What was the outcome — who was out the $100
Could you prove it came from the bank ?
That was the only time I have ever seen a million dollars in cash.
“”””There’s a whole cash economy out there””””
Including a Georgia drug pusher busting DA.
Leave Benjamin Franklin Alone!!!
-PJ
I just went into my bank unannounced at a ‘peak banking hour’ and got a few thousand in cash, some of it in hundreds. Mentioned I was going to an island deep in the Bahamas where American money is preferred and many businesses don’t take credit cards because the internet is so iffy about working.
Teller didn’t even blink.
Yeah, that too.
Back in the late 70s $20 bill to get me a half gallon of Bacardi Rum with Coke to mix with, fuel in the car for the next week to get to and from work and still have enough left over for hamburger and fries.
Lived a house with three other guys and we never we’re out of food or beverage we would buy eight or 10 gallons of milk at one purchase and we had a refrigerator just to put that in and we had another refrigerator for beer and wine. Both of those are the old round top Kelvinator brand and we had a big over under refrigerator freezer in the kitchen with food and stuff in it and we each kick in $100 a week for groceries and we come out of the grocery store with paper bags back in those days and we have 15 or 20 maybe 25 bags of groceries and it wasn’t junk food and we had a little bit of money left over to buy stuff.
If I don’t specify 50’s my bank always gives me C notes.

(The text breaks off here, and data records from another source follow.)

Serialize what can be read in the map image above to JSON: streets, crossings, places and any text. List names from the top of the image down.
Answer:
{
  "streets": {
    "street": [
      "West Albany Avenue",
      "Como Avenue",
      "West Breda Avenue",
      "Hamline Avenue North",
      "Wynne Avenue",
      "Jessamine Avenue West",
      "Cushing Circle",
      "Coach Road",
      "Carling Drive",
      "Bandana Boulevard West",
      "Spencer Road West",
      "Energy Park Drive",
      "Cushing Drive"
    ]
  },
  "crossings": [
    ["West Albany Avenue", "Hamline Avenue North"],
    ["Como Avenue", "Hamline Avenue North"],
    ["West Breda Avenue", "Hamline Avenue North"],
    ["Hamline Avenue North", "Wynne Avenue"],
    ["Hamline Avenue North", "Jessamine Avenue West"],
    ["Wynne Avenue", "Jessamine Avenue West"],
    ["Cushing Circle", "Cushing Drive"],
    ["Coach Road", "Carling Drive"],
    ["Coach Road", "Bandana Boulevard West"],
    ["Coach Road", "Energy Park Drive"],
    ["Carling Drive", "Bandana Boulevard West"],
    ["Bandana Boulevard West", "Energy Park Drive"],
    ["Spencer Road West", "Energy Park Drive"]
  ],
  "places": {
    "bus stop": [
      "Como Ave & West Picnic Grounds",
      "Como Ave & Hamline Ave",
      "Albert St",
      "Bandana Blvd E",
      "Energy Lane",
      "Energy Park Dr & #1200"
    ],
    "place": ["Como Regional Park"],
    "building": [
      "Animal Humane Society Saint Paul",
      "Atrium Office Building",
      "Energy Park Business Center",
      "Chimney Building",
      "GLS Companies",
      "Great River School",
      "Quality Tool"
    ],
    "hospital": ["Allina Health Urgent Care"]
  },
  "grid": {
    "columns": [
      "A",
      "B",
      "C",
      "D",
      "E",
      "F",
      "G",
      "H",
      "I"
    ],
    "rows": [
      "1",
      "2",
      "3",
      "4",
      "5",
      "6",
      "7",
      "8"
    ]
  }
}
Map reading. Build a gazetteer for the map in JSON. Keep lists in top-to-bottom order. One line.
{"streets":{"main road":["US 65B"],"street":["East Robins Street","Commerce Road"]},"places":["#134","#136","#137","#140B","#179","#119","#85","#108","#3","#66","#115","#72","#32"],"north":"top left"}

And in 1960 you could buy a real meal with loose change, the real silver and copper and nickel coins in your pocket.
Today all our coinage is debased, even pennies and nickels.
Bull.
Took the family (eight people) out to a nice birthday dinner and needed three hundreds to cover the bill.
A weekly trip to the grocery store is a couple of hundreds.
And no my credit union has never asked that I "call ahead" for when I want to take out five or six hundred. Because unlike what ever low rent, paycheck advance, money laundering facility this nitwit works at they are a properly run business.
Today 100 is yesterday’s 10 or 20.
In the 1976 twenty and a tip. Now a 100 can’t do that.
It’s a bank problem.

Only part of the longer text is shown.